Precise copying is required. Return the data below in full.

○ ○ ○

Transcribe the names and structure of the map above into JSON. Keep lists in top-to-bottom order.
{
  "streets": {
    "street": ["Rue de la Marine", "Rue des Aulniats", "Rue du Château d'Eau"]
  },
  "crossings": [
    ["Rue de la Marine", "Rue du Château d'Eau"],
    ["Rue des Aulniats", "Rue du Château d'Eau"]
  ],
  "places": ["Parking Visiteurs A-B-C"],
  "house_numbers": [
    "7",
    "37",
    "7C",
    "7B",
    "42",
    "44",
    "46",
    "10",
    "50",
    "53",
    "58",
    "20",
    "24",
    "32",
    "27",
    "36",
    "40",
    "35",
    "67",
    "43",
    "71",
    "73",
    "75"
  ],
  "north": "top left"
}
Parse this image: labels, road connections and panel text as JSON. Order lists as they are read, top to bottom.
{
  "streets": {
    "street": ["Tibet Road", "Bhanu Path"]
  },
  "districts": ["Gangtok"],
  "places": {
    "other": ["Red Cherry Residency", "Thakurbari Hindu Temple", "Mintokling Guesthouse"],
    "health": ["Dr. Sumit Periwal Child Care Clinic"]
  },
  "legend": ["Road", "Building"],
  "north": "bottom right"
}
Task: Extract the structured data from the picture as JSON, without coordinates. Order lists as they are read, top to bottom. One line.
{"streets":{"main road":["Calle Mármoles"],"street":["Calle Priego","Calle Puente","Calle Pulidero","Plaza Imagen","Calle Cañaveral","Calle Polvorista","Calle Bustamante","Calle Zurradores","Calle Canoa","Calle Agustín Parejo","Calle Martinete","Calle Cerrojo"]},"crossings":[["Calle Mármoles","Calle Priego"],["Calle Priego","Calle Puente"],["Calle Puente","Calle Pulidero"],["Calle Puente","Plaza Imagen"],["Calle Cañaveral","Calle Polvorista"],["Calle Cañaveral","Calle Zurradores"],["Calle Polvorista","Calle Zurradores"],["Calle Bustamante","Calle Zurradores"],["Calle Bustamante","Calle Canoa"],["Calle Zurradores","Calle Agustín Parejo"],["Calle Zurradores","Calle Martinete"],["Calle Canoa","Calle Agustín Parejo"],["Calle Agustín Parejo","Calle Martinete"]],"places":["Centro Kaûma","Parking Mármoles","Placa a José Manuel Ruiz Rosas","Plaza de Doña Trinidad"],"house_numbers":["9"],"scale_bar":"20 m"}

○ ○ ○

* **Task result**:
Transcribe the names and structure of the map above into JSON. Keep lists in top-to-bottom order.
{
  "streets": {
    "street": ["Rue de la Marine", "Rue des Aulniats", "Rue du Château d'Eau"]
  },
  "crossings": [
    ["Rue de la Marine", "Rue du Château d'Eau"],
    ["Rue des Aulniats", "Rue du Château d'Eau"]
  ],
  "places": ["Parking Visiteurs A-B-C"],
  "house_numbers": [
    "7",
    "37",
    "7C",
    "7B",
    "42",
    "44",
    "46",
    "10",
    "50",
    "53",
    "58",
    "20",
    "24",
    "32",
    "27",
    "36",
    "40",
    "35",
    "67",
    "43",
    "71",
    "73",
    "75"
  ],
  "north": "top left"
}
Parse this image: labels, road connections and panel text as JSON. Order lists as they are read, top to bottom.
{
  "streets": {
    "street": ["Tibet Road", "Bhanu Path"]
  },
  "districts": ["Gangtok"],
  "places": {
    "other": ["Red Cherry Residency", "Thakurbari Hindu Temple", "Mintokling Guesthouse"],
    "health": ["Dr. Sumit Periwal Child Care Clinic"]
  },
  "legend": ["Road", "Building"],
  "north": "bottom right"
}
Task: Extract the structured data from the picture as JSON, without coordinates. Order lists as they are read, top to bottom. One line.
{"streets":{"main road":["Calle Mármoles"],"street":["Calle Priego","Calle Puente","Calle Pulidero","Plaza Imagen","Calle Cañaveral","Calle Polvorista","Calle Bustamante","Calle Zurradores","Calle Canoa","Calle Agustín Parejo","Calle Martinete","Calle Cerrojo"]},"crossings":[["Calle Mármoles","Calle Priego"],["Calle Priego","Calle Puente"],["Calle Puente","Calle Pulidero"],["Calle Puente","Plaza Imagen"],["Calle Cañaveral","Calle Polvorista"],["Calle Cañaveral","Calle Zurradores"],["Calle Polvorista","Calle Zurradores"],["Calle Bustamante","Calle Zurradores"],["Calle Bustamante","Calle Canoa"],["Calle Zurradores","Calle Agustín Parejo"],["Calle Zurradores","Calle Martinete"],["Calle Canoa","Calle Agustín Parejo"],["Calle Agustín Parejo","Calle Martinete"]],"places":["Centro Kaûma","Parking Mármoles","Placa a José Manuel Ruiz Rosas","Plaza de Doña Trinidad"],"house_numbers":["9"],"scale_bar":"20 m"}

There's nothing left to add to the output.